Output, word for word, the lines of this listing that fall between the line with "M446 1225 447" and the line with "M131 993 133 1117 137 1136 153 1145 284 1147", counting both of those lines, and no others.

** Data for the task follows **

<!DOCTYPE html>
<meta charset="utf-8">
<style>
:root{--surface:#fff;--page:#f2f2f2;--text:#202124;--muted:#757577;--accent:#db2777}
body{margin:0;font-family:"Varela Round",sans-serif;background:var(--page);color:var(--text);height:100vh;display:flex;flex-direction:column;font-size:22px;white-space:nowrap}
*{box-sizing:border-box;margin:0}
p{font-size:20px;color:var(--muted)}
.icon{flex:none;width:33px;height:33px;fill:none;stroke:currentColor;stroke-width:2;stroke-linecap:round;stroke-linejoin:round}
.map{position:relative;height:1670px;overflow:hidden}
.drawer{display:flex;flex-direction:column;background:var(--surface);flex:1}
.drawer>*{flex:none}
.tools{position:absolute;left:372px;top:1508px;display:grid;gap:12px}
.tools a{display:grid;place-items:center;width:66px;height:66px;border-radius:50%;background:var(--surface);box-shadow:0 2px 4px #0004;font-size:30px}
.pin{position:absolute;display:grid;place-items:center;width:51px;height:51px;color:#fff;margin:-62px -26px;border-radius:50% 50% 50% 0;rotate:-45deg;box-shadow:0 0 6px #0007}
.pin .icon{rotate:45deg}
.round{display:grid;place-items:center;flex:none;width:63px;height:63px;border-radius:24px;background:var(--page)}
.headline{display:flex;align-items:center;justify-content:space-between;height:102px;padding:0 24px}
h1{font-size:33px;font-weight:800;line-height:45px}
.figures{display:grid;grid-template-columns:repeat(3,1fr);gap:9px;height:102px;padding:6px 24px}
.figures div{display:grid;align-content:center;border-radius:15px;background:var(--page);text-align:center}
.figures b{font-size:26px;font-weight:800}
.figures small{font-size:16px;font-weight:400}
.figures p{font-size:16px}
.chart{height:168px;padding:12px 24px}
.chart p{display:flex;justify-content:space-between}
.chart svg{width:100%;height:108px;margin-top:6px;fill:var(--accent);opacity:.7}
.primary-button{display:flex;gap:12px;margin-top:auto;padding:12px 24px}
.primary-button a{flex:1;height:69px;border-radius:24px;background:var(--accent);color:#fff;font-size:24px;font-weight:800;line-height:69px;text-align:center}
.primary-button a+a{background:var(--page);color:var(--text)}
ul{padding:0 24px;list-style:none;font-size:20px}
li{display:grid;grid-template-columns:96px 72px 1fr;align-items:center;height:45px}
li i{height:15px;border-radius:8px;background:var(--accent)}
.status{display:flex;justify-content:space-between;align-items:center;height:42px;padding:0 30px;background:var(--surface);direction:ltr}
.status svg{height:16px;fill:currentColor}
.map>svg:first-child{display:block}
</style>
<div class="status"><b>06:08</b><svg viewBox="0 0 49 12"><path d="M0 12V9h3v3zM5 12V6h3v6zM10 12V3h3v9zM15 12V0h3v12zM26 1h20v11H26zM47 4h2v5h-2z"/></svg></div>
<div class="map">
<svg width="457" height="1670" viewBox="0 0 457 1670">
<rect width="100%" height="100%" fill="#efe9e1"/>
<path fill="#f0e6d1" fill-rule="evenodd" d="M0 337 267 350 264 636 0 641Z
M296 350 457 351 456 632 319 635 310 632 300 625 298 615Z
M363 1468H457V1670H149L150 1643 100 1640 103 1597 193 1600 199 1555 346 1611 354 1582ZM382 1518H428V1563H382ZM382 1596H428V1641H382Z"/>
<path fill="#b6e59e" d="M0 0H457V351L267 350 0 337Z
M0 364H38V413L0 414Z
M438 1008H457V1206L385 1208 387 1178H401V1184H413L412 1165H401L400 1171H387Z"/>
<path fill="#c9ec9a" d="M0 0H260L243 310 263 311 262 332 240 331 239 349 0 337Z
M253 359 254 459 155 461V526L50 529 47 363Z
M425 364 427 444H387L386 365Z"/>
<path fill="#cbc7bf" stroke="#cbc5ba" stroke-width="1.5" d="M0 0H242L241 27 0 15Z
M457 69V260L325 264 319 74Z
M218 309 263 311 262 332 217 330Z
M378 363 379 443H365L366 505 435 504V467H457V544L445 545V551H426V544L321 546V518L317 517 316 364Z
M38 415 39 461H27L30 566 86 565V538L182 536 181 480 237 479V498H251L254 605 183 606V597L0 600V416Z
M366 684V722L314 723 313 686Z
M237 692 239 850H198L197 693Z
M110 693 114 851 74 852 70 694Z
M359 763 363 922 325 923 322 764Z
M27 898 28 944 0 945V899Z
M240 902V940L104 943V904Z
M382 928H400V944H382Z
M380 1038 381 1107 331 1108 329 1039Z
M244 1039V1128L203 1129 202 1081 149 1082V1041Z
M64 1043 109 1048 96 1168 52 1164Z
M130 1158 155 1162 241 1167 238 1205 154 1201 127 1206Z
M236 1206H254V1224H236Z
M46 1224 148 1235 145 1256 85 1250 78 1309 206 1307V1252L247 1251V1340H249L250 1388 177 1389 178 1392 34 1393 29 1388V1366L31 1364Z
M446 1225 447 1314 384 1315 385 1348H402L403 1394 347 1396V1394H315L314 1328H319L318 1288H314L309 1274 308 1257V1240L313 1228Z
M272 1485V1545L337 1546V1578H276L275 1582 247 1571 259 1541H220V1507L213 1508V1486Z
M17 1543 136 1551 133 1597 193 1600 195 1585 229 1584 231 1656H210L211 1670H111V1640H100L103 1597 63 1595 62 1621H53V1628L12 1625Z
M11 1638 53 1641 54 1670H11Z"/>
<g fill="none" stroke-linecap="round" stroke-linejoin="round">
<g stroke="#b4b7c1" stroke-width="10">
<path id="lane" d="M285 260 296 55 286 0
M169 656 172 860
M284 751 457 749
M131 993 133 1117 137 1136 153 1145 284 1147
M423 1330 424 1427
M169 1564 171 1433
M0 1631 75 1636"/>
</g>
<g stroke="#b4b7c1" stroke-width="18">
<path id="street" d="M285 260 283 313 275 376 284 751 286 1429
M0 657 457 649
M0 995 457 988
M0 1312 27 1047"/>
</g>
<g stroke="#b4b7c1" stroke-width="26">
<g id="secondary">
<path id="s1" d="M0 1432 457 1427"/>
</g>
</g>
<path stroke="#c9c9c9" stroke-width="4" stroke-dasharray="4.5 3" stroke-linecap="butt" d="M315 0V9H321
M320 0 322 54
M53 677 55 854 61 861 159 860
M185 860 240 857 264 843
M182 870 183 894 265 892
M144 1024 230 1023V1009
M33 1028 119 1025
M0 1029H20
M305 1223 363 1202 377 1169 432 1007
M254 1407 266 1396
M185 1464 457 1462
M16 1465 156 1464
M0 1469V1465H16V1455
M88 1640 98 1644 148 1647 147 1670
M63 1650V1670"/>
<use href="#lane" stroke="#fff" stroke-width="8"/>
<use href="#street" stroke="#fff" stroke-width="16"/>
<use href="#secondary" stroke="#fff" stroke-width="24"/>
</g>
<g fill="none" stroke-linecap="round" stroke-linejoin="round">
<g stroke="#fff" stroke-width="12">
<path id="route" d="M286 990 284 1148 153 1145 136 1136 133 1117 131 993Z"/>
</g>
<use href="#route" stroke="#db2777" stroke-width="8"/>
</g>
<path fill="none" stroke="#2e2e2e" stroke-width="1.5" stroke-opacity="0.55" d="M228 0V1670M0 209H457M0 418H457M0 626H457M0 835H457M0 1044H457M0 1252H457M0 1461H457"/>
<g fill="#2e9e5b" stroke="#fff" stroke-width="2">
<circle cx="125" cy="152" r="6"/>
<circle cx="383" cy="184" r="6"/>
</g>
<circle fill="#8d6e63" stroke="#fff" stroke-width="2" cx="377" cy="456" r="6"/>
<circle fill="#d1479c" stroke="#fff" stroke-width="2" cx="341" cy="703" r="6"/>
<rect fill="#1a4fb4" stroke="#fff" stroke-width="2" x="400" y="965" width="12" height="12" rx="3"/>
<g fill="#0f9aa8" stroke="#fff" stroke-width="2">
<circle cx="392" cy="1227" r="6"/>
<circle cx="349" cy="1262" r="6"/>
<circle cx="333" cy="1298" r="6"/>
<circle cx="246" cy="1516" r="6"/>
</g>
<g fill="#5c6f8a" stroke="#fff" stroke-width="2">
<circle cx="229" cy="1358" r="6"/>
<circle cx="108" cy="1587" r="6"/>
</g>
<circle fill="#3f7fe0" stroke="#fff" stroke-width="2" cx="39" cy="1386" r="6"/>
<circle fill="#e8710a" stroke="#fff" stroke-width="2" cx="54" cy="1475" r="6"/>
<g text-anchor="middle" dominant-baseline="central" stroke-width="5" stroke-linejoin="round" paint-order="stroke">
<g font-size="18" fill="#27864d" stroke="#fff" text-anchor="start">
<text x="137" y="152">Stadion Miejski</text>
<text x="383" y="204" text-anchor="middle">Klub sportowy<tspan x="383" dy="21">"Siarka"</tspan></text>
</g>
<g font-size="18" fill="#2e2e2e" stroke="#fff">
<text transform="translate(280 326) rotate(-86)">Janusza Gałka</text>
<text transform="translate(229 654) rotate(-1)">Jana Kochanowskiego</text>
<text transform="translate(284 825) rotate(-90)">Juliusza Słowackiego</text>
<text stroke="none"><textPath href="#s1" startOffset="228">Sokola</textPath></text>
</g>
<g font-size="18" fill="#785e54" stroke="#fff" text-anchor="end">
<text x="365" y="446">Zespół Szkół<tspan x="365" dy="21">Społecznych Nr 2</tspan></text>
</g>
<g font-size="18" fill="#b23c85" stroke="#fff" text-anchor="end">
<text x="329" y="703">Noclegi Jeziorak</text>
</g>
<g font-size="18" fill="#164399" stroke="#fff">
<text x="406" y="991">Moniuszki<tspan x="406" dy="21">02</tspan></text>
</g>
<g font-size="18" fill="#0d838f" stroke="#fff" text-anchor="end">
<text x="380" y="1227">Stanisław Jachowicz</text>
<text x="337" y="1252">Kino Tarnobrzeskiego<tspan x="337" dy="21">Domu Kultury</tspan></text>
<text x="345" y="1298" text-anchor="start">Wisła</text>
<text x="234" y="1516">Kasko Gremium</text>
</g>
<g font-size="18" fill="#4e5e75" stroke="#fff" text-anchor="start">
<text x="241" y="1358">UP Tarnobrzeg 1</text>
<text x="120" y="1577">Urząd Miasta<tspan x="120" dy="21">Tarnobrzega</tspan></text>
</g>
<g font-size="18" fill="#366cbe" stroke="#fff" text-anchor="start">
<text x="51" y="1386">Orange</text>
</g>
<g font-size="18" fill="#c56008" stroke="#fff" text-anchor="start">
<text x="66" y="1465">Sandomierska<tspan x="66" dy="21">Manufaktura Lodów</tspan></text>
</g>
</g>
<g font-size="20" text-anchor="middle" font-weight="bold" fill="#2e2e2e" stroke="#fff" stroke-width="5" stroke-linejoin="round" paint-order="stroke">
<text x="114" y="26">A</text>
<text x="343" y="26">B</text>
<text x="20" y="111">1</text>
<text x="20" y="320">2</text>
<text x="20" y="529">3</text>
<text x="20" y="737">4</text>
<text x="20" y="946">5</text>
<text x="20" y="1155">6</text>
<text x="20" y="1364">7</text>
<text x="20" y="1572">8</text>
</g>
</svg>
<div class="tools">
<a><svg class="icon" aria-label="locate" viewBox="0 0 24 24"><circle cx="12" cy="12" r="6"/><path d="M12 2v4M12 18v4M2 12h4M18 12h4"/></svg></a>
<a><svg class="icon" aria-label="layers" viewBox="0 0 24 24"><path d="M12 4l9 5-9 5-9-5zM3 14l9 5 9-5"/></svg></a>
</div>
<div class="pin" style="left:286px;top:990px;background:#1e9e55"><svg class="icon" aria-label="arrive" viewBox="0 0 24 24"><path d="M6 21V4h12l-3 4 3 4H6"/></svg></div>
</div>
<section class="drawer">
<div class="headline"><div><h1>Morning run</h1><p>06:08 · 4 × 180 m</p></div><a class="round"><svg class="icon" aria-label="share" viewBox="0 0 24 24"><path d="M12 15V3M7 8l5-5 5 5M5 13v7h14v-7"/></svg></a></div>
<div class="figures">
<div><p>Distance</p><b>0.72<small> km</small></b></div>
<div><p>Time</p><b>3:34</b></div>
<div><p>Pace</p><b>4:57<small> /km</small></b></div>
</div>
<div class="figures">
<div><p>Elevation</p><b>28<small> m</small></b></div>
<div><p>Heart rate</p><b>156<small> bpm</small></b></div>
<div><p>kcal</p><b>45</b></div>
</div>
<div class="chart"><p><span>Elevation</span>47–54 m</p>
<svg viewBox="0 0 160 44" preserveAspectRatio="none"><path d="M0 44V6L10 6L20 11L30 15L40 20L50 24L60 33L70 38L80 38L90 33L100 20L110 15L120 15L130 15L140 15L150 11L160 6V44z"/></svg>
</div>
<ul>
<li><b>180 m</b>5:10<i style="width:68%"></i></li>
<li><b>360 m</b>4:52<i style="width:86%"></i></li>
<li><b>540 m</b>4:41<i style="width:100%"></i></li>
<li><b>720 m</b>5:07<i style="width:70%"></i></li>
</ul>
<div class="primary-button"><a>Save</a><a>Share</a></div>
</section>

** End of Data for the task **

Response to this task:
M446 1225 447 1314 384 1315 385 1348H402L403 1394 347 1396V1394H315L314 1328H319L318 1288H314L309 1274 308 1257V1240L313 1228Z
M272 1485V1545L337 1546V1578H276L275 1582 247 1571 259 1541H220V1507L213 1508V1486Z
M17 1543 136 1551 133 1597 193 1600 195 1585 229 1584 231 1656H210L211 1670H111V1640H100L103 1597 63 1595 62 1621H53V1628L12 1625Z
M11 1638 53 1641 54 1670H11Z"/>
<g fill="none" stroke-linecap="round" stroke-linejoin="round">
<g stroke="#b4b7c1" stroke-width="10">
<path id="lane" d="M285 260 296 55 286 0
M169 656 172 860
M284 751 457 749
M131 993 133 1117 137 1136 153 1145 284 1147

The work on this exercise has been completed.